PROVIDED ENTRIES
+ + +

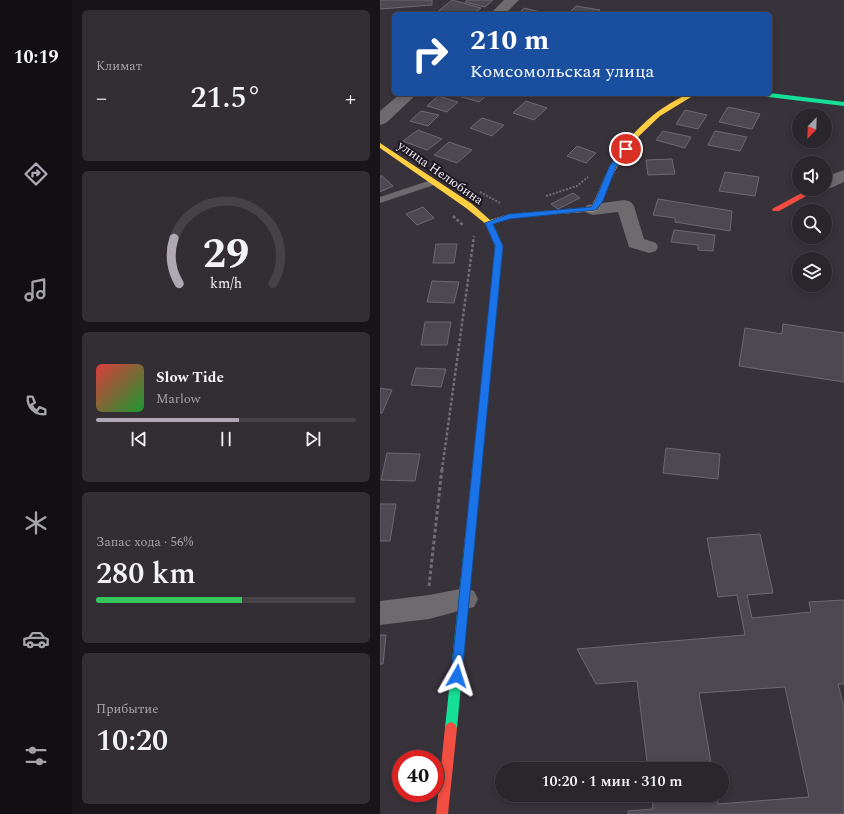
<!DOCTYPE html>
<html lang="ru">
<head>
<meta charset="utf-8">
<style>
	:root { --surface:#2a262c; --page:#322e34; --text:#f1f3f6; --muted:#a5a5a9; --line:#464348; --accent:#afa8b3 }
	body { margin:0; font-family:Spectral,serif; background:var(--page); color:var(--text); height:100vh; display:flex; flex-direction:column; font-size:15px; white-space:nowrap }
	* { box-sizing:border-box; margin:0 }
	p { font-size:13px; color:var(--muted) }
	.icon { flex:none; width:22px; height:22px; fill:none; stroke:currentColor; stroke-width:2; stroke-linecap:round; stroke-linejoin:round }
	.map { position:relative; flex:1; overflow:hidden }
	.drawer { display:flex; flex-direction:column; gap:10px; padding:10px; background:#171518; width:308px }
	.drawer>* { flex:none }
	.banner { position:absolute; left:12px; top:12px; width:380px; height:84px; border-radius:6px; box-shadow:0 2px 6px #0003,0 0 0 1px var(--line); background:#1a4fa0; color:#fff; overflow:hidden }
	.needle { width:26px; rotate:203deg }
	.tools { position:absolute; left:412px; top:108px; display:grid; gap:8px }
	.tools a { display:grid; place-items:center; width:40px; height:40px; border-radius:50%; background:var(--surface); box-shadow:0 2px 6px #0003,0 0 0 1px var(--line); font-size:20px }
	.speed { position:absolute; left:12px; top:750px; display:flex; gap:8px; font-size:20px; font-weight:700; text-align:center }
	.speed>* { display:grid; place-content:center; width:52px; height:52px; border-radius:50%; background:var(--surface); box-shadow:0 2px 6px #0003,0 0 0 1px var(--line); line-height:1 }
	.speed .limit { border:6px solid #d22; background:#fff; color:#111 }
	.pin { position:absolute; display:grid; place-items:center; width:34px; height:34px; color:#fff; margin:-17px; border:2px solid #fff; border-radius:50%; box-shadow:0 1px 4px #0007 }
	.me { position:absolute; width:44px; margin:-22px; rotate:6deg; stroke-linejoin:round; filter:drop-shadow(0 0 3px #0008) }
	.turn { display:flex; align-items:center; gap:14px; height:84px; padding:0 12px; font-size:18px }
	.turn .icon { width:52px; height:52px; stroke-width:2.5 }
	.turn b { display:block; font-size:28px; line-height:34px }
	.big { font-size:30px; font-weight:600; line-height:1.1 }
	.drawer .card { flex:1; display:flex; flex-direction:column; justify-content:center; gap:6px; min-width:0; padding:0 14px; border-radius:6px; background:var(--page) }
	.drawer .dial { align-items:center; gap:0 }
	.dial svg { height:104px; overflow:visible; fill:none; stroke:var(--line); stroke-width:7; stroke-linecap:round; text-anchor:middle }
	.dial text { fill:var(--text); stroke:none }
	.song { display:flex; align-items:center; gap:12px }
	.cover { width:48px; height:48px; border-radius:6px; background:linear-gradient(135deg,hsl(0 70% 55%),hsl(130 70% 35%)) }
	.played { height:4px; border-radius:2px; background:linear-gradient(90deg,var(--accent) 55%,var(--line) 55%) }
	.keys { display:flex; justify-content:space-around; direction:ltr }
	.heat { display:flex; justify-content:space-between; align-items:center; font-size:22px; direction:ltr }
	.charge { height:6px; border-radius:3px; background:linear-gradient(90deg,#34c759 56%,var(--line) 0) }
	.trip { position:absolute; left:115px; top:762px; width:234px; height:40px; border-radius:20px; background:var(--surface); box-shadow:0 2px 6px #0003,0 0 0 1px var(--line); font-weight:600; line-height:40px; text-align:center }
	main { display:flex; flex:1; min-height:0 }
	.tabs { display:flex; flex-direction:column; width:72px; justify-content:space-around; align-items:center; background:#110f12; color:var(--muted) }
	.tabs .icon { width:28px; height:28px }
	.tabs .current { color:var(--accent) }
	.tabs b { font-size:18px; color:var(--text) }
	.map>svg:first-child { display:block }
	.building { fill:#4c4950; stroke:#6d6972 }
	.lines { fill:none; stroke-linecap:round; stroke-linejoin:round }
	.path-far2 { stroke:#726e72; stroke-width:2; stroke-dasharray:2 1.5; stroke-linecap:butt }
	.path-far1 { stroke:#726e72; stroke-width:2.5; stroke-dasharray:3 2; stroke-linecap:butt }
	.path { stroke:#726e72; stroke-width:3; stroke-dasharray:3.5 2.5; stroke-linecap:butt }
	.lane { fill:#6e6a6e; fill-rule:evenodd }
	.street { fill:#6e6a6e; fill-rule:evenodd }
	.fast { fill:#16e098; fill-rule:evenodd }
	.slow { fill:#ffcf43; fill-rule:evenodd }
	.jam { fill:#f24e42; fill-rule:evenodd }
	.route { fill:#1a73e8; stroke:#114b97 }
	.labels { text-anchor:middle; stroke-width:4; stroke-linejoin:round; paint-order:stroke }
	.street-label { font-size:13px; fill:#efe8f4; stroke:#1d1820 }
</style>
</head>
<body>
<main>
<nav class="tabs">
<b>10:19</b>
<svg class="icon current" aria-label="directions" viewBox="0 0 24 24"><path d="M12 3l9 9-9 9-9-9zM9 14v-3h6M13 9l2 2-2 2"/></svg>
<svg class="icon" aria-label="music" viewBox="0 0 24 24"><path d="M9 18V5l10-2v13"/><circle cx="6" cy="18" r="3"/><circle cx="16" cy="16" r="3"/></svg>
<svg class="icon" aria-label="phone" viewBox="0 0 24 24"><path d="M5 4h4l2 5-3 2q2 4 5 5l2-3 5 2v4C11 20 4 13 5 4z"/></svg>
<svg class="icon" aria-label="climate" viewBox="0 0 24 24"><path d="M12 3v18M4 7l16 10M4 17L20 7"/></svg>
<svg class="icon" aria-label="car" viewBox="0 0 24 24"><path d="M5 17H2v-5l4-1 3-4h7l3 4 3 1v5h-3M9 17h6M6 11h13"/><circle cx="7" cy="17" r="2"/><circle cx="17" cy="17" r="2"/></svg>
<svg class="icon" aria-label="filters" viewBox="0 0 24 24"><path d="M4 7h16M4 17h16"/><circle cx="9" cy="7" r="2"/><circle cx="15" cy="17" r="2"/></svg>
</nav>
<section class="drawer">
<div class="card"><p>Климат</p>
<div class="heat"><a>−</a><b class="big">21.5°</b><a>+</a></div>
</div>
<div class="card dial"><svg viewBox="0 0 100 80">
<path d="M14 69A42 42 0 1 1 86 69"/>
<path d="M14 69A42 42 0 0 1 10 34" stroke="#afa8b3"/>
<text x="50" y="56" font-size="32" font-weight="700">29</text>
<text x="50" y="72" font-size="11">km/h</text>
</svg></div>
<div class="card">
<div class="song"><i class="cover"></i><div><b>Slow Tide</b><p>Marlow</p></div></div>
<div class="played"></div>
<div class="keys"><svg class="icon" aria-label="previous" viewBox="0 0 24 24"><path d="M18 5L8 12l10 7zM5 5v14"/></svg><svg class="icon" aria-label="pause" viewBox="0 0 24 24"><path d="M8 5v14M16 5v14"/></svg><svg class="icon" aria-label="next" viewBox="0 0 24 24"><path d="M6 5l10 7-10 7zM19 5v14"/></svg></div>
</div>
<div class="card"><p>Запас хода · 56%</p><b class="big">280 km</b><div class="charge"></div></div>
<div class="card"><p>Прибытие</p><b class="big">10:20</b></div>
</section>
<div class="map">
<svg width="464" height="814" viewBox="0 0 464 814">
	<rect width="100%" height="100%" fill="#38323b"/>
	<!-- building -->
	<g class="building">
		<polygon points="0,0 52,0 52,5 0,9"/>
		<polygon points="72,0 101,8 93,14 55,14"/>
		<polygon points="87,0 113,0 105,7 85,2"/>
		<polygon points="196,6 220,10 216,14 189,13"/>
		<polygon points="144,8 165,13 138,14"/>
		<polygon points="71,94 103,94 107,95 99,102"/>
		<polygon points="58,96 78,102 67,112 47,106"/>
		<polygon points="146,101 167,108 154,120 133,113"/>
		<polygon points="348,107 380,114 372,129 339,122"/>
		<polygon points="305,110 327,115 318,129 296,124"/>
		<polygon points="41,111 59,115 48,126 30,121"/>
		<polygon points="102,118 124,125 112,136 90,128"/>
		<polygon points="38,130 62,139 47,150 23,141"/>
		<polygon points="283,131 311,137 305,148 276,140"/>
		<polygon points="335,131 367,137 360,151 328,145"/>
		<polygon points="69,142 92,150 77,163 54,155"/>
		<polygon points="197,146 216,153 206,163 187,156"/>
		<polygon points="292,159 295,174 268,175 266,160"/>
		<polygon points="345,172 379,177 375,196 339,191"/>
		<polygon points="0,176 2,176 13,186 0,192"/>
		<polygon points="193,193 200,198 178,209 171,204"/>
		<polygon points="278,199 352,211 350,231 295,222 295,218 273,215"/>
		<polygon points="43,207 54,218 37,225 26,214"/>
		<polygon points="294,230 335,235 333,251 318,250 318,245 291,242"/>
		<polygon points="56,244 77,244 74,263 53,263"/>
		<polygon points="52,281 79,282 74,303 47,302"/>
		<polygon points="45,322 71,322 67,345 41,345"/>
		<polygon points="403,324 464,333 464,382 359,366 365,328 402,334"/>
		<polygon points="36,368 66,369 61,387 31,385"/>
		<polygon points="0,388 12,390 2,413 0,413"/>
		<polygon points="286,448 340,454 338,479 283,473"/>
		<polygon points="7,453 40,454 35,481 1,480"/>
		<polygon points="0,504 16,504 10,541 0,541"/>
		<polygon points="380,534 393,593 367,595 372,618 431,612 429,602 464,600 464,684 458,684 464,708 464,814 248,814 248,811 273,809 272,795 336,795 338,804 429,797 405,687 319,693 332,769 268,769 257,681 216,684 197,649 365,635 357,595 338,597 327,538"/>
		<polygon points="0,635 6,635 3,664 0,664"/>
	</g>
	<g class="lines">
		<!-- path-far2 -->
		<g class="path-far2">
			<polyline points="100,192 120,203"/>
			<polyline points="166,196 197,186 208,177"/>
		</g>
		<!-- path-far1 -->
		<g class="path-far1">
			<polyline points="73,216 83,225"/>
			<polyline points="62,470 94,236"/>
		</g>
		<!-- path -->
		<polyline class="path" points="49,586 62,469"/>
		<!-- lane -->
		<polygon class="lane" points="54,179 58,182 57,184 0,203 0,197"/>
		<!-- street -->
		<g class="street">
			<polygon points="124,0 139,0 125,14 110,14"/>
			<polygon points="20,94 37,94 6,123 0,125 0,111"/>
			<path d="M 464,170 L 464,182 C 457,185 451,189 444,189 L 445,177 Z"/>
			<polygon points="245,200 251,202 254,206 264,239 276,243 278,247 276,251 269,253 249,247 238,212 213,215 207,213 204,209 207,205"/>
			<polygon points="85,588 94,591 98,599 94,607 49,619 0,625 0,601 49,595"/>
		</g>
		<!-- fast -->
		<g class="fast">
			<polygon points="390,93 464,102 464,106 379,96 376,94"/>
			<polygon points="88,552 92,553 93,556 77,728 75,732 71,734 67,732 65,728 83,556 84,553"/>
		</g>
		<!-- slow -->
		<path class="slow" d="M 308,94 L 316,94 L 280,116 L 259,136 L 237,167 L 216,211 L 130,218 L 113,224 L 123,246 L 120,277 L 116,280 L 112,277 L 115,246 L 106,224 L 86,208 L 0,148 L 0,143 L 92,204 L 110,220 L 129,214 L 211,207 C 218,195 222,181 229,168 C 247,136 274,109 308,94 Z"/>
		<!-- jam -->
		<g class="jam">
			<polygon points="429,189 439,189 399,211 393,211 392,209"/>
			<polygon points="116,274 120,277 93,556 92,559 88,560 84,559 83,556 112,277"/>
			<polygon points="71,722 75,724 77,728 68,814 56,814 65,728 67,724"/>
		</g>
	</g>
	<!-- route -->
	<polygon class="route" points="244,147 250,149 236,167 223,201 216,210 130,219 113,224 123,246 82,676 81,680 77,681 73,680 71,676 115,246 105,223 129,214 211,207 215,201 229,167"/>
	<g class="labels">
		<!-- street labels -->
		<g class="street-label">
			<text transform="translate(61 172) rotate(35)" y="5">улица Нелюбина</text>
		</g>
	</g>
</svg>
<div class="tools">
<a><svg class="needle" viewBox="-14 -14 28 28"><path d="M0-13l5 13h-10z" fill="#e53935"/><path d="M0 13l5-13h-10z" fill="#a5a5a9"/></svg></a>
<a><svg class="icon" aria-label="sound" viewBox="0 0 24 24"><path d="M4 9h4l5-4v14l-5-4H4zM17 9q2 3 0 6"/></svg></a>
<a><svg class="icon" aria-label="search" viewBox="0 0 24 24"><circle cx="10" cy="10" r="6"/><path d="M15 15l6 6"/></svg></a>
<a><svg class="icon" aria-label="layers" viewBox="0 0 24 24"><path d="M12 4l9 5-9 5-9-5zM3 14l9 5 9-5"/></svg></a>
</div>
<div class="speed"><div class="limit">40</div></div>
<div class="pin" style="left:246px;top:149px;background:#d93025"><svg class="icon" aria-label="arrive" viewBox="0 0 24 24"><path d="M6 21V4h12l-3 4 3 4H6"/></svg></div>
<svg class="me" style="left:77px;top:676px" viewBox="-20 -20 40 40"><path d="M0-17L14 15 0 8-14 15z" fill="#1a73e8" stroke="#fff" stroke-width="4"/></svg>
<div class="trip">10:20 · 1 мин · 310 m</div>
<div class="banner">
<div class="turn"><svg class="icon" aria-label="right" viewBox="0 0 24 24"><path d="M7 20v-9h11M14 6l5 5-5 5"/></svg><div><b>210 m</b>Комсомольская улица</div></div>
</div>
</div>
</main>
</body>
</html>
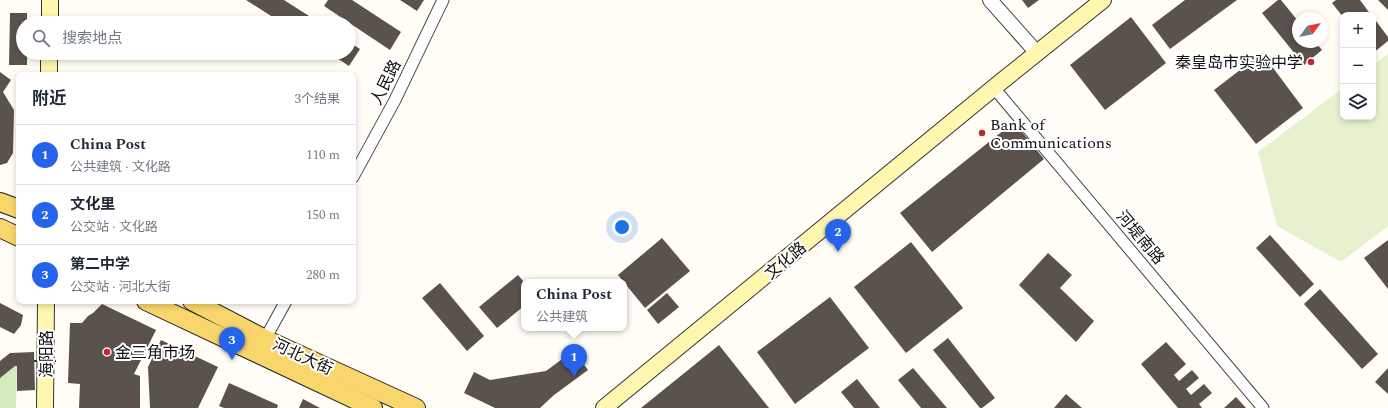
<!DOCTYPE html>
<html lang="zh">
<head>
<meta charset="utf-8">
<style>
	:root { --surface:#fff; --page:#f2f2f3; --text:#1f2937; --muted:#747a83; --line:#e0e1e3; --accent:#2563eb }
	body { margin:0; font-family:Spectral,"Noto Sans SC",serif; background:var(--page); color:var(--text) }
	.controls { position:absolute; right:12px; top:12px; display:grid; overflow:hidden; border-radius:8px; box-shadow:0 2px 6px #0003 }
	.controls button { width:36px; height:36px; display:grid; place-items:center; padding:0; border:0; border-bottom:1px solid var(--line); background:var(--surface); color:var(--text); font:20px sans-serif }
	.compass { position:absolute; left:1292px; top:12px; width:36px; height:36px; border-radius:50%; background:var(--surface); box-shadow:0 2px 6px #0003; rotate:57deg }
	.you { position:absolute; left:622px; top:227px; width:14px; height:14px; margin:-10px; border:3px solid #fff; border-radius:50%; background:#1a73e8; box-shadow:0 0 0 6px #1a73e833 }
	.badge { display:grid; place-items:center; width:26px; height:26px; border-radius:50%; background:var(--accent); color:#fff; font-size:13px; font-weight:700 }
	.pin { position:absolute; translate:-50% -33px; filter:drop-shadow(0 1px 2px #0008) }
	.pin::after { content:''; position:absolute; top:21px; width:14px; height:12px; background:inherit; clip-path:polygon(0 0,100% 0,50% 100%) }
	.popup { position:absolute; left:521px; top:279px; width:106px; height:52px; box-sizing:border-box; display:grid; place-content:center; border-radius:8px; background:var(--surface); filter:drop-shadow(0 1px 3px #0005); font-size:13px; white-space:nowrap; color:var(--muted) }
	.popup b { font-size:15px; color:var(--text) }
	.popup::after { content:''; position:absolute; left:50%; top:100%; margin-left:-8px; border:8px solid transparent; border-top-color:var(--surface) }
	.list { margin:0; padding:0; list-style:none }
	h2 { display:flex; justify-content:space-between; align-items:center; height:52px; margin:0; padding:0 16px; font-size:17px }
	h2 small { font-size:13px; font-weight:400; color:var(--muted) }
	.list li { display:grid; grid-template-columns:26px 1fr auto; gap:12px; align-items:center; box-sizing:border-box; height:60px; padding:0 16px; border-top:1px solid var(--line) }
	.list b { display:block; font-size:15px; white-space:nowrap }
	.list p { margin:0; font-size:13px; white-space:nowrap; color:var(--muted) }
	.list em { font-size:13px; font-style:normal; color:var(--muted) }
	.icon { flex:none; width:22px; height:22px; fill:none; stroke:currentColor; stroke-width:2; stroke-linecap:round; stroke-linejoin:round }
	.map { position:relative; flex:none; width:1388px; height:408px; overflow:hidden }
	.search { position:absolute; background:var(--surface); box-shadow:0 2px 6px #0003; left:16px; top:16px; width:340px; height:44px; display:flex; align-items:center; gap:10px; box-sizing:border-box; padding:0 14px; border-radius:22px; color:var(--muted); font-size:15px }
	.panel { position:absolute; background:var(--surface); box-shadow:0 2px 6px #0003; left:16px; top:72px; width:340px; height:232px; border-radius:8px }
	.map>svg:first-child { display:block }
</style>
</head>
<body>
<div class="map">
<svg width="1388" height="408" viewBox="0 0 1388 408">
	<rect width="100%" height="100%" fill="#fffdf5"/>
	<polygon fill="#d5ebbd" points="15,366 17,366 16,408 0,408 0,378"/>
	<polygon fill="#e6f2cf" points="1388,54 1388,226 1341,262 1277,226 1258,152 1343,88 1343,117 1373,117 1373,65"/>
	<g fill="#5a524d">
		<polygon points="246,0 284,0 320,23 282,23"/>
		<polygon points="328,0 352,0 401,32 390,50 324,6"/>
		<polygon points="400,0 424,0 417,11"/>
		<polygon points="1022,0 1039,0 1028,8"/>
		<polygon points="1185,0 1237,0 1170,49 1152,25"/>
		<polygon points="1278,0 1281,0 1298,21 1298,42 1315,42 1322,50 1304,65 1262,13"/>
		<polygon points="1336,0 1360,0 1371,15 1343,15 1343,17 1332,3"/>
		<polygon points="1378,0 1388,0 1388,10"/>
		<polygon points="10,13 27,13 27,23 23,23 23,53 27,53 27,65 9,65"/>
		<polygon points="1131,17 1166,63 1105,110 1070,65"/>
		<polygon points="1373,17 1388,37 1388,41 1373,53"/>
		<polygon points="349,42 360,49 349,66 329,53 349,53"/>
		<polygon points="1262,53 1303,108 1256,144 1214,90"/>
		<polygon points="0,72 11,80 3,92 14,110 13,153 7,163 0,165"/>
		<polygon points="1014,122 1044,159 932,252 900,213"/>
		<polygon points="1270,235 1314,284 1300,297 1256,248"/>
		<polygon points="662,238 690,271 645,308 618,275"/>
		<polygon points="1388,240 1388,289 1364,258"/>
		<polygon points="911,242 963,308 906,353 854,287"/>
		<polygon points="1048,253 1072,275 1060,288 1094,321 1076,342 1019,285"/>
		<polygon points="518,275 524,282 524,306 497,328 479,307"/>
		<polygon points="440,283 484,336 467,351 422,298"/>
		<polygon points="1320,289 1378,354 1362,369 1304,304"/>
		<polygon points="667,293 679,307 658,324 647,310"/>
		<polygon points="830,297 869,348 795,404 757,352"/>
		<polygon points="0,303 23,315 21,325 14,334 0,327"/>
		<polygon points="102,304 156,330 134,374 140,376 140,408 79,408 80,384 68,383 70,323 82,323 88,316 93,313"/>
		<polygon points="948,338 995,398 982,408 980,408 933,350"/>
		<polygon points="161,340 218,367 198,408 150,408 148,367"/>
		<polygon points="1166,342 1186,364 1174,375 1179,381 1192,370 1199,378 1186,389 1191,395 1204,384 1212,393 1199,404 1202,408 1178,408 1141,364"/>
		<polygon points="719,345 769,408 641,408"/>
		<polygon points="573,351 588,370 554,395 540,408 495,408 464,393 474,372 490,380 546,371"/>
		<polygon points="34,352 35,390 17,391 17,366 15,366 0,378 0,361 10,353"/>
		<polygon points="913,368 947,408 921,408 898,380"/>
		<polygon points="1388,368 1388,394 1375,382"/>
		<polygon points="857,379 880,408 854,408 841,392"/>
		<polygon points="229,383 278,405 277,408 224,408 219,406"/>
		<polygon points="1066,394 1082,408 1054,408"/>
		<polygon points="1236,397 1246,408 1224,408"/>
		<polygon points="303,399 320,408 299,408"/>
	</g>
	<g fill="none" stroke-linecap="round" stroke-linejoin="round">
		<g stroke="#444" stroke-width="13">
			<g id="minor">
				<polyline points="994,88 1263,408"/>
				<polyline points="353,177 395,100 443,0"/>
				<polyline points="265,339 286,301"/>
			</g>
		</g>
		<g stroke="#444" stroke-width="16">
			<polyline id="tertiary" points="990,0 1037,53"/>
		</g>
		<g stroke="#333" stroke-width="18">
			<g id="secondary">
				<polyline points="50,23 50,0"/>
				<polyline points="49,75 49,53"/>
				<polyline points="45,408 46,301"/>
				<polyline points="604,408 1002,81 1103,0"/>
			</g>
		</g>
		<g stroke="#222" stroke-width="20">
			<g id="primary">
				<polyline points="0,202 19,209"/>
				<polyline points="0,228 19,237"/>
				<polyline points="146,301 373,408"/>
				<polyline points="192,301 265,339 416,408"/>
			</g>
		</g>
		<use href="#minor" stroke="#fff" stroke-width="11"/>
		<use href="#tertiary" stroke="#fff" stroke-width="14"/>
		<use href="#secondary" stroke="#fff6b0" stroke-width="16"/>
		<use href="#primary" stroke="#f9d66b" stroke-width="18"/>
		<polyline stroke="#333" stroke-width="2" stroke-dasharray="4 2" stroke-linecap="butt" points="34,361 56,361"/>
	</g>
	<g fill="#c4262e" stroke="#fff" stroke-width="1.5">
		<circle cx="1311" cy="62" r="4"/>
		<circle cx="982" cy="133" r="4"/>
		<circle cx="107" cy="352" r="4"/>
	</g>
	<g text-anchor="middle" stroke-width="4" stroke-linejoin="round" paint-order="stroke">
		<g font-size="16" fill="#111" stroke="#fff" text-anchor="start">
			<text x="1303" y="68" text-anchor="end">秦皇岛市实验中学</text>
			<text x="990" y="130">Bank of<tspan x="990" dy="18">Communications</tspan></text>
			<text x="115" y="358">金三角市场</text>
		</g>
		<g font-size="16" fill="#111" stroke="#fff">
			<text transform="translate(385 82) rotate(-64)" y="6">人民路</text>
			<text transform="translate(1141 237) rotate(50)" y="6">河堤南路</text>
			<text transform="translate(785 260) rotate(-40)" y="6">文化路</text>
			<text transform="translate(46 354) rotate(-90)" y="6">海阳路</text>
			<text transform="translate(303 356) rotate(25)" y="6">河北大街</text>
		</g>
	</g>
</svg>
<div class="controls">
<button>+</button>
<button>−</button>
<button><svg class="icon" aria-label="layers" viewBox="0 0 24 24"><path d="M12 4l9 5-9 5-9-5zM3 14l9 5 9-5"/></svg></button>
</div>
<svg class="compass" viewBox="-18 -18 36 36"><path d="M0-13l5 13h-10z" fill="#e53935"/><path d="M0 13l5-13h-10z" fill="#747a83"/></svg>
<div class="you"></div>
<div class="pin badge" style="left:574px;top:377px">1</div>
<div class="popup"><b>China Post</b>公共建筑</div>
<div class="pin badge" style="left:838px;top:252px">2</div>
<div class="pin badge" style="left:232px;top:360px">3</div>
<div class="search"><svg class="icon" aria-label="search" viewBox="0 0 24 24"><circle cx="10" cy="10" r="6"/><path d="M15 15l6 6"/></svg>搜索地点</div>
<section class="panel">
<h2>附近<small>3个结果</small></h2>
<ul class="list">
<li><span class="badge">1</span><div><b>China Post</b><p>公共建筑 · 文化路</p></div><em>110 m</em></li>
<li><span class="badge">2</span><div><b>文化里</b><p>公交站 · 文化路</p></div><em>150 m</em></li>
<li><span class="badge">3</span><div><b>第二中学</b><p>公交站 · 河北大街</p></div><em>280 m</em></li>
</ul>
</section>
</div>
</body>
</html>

+ + +

TASK DETAILS
Report every line in the listing that holds the word "played".

FINISHED TASK
	.played { height:4px; border-radius:2px; background:linear-gradient(90deg,var(--accent) 55%,var(--line) 55%) }
<div class="played"></div>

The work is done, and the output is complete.